__Problem to work on__: Copy out the entries exactly, from the first line to the last.

Stored items
--- --- ---
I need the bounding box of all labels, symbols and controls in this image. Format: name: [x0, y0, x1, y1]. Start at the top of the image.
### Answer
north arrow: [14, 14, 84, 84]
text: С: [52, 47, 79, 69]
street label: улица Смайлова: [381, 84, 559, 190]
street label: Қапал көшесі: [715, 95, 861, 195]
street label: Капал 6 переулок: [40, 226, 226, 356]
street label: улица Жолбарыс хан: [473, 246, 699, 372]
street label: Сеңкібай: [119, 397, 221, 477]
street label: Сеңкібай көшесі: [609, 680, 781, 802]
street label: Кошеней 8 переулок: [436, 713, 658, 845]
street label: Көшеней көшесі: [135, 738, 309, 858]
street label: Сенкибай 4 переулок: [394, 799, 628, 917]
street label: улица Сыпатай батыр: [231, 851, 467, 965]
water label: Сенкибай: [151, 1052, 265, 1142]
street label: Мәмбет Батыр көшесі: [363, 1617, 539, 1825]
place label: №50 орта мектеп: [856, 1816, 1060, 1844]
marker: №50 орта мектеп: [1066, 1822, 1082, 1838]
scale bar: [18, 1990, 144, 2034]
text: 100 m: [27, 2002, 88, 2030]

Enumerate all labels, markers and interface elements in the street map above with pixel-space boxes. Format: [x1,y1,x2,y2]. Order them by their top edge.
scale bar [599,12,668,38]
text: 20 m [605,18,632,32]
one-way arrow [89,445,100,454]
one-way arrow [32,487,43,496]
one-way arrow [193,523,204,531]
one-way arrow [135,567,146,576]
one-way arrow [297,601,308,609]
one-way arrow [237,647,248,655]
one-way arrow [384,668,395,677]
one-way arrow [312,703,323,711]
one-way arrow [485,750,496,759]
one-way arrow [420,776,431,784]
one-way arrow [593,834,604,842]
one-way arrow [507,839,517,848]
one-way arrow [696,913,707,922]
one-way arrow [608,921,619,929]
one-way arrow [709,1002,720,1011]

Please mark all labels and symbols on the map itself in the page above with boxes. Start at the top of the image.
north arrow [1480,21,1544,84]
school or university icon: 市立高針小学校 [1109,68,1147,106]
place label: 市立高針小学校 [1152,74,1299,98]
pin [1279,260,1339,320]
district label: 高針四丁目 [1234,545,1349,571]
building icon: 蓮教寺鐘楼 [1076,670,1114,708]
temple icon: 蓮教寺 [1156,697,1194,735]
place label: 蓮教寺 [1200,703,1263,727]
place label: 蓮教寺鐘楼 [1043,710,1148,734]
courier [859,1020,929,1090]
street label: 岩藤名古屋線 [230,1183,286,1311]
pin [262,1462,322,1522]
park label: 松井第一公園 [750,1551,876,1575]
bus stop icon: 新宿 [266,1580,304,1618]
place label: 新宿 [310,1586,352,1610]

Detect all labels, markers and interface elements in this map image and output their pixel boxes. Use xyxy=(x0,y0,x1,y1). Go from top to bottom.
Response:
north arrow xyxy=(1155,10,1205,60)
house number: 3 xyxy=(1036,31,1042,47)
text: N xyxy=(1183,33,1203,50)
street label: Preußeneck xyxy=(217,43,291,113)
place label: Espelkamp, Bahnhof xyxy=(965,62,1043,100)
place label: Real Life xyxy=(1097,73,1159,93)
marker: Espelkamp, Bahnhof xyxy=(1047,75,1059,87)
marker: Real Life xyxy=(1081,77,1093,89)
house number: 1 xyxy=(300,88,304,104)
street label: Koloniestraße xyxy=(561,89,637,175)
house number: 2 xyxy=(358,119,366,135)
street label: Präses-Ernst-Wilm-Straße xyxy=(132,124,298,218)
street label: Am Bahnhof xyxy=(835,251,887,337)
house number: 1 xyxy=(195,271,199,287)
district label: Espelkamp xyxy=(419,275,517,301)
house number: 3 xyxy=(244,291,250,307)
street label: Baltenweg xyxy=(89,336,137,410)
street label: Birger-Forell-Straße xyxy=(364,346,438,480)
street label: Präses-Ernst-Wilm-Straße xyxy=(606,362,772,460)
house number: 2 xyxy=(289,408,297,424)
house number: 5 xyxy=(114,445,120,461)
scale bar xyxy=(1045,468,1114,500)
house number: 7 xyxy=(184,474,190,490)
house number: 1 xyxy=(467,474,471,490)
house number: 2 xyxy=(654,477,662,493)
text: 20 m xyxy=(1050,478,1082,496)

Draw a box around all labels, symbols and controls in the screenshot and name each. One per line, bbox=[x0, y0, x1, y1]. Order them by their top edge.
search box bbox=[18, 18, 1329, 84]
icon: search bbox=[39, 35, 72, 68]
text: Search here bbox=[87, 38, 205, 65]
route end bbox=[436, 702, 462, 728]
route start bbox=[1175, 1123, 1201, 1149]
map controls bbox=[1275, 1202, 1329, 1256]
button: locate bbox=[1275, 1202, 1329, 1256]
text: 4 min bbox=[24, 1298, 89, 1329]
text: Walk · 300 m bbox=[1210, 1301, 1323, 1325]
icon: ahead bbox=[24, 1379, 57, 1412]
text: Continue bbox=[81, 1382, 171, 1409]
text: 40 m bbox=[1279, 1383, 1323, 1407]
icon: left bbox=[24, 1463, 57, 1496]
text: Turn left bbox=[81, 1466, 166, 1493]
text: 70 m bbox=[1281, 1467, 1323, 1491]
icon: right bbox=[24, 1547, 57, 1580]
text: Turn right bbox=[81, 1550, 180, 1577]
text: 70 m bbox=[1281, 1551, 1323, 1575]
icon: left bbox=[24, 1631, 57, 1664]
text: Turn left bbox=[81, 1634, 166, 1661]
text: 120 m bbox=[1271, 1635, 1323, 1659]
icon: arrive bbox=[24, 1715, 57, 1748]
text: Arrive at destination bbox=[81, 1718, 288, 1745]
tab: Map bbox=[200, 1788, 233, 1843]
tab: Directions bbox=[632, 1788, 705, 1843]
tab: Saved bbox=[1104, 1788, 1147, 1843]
--- --- ---
__Answer space__:
I need the bounding box of all labels, symbols and controls in this image. Format: name: [x0, y0, x1, y1]. Start at the top of the image.
### Answer
north arrow: [14, 14, 84, 84]
text: С: [52, 47, 79, 69]
street label: улица Смайлова: [381, 84, 559, 190]
street label: Қапал көшесі: [715, 95, 861, 195]
street label: Капал 6 переулок: [40, 226, 226, 356]
street label: улица Жолбарыс хан: [473, 246, 699, 372]
street label: Сеңкібай: [119, 397, 221, 477]
street label: Сеңкібай көшесі: [609, 680, 781, 802]
street label: Кошеней 8 переулок: [436, 713, 658, 845]
street label: Көшеней көшесі: [135, 738, 309, 858]
street label: Сенкибай 4 переулок: [394, 799, 628, 917]
street label: улица Сыпатай батыр: [231, 851, 467, 965]
water label: Сенкибай: [151, 1052, 265, 1142]
street label: Мәмбет Батыр көшесі: [363, 1617, 539, 1825]
place label: №50 орта мектеп: [856, 1816, 1060, 1844]
marker: №50 орта мектеп: [1066, 1822, 1082, 1838]
scale bar: [18, 1990, 144, 2034]
text: 100 m: [27, 2002, 88, 2030]

Enumerate all labels, markers and interface elements in the street map above with pixel-space boxes. Format: [x1,y1,x2,y2]. Order them by their top edge.
scale bar [599,12,668,38]
text: 20 m [605,18,632,32]
one-way arrow [89,445,100,454]
one-way arrow [32,487,43,496]
one-way arrow [193,523,204,531]
one-way arrow [135,567,146,576]
one-way arrow [297,601,308,609]
one-way arrow [237,647,248,655]
one-way arrow [384,668,395,677]
one-way arrow [312,703,323,711]
one-way arrow [485,750,496,759]
one-way arrow [420,776,431,784]
one-way arrow [593,834,604,842]
one-way arrow [507,839,517,848]
one-way arrow [696,913,707,922]
one-way arrow [608,921,619,929]
one-way arrow [709,1002,720,1011]

Please mark all labels and symbols on the map itself in the page above with boxes. Start at the top of the image.
north arrow [1480,21,1544,84]
school or university icon: 市立高針小学校 [1109,68,1147,106]
place label: 市立高針小学校 [1152,74,1299,98]
pin [1279,260,1339,320]
district label: 高針四丁目 [1234,545,1349,571]
building icon: 蓮教寺鐘楼 [1076,670,1114,708]
temple icon: 蓮教寺 [1156,697,1194,735]
place label: 蓮教寺 [1200,703,1263,727]
place label: 蓮教寺鐘楼 [1043,710,1148,734]
courier [859,1020,929,1090]
street label: 岩藤名古屋線 [230,1183,286,1311]
pin [262,1462,322,1522]
park label: 松井第一公園 [750,1551,876,1575]
bus stop icon: 新宿 [266,1580,304,1618]
place label: 新宿 [310,1586,352,1610]

Detect all labels, markers and interface elements in this map image and output their pixel boxes. Use xyxy=(x0,y0,x1,y1). Go from top to bottom.
Response:
north arrow xyxy=(1155,10,1205,60)
house number: 3 xyxy=(1036,31,1042,47)
text: N xyxy=(1183,33,1203,50)
street label: Preußeneck xyxy=(217,43,291,113)
place label: Espelkamp, Bahnhof xyxy=(965,62,1043,100)
place label: Real Life xyxy=(1097,73,1159,93)
marker: Espelkamp, Bahnhof xyxy=(1047,75,1059,87)
marker: Real Life xyxy=(1081,77,1093,89)
house number: 1 xyxy=(300,88,304,104)
street label: Koloniestraße xyxy=(561,89,637,175)
house number: 2 xyxy=(358,119,366,135)
street label: Präses-Ernst-Wilm-Straße xyxy=(132,124,298,218)
street label: Am Bahnhof xyxy=(835,251,887,337)
house number: 1 xyxy=(195,271,199,287)
district label: Espelkamp xyxy=(419,275,517,301)
house number: 3 xyxy=(244,291,250,307)
street label: Baltenweg xyxy=(89,336,137,410)
street label: Birger-Forell-Straße xyxy=(364,346,438,480)
street label: Präses-Ernst-Wilm-Straße xyxy=(606,362,772,460)
house number: 2 xyxy=(289,408,297,424)
house number: 5 xyxy=(114,445,120,461)
scale bar xyxy=(1045,468,1114,500)
house number: 7 xyxy=(184,474,190,490)
house number: 1 xyxy=(467,474,471,490)
house number: 2 xyxy=(654,477,662,493)
text: 20 m xyxy=(1050,478,1082,496)

Draw a box around all labels, symbols and controls in the screenshot and name each. One per line, bbox=[x0, y0, x1, y1]. Order them by their top edge.
search box bbox=[18, 18, 1329, 84]
icon: search bbox=[39, 35, 72, 68]
text: Search here bbox=[87, 38, 205, 65]
route end bbox=[436, 702, 462, 728]
route start bbox=[1175, 1123, 1201, 1149]
map controls bbox=[1275, 1202, 1329, 1256]
button: locate bbox=[1275, 1202, 1329, 1256]
text: 4 min bbox=[24, 1298, 89, 1329]
text: Walk · 300 m bbox=[1210, 1301, 1323, 1325]
icon: ahead bbox=[24, 1379, 57, 1412]
text: Continue bbox=[81, 1382, 171, 1409]
text: 40 m bbox=[1279, 1383, 1323, 1407]
icon: left bbox=[24, 1463, 57, 1496]
text: Turn left bbox=[81, 1466, 166, 1493]
text: 70 m bbox=[1281, 1467, 1323, 1491]
icon: right bbox=[24, 1547, 57, 1580]
text: Turn right bbox=[81, 1550, 180, 1577]
text: 70 m bbox=[1281, 1551, 1323, 1575]
icon: left bbox=[24, 1631, 57, 1664]
text: Turn left bbox=[81, 1634, 166, 1661]
text: 120 m bbox=[1271, 1635, 1323, 1659]
icon: arrive bbox=[24, 1715, 57, 1748]
text: Arrive at destination bbox=[81, 1718, 288, 1745]
tab: Map bbox=[200, 1788, 233, 1843]
tab: Directions bbox=[632, 1788, 705, 1843]
tab: Saved bbox=[1104, 1788, 1147, 1843]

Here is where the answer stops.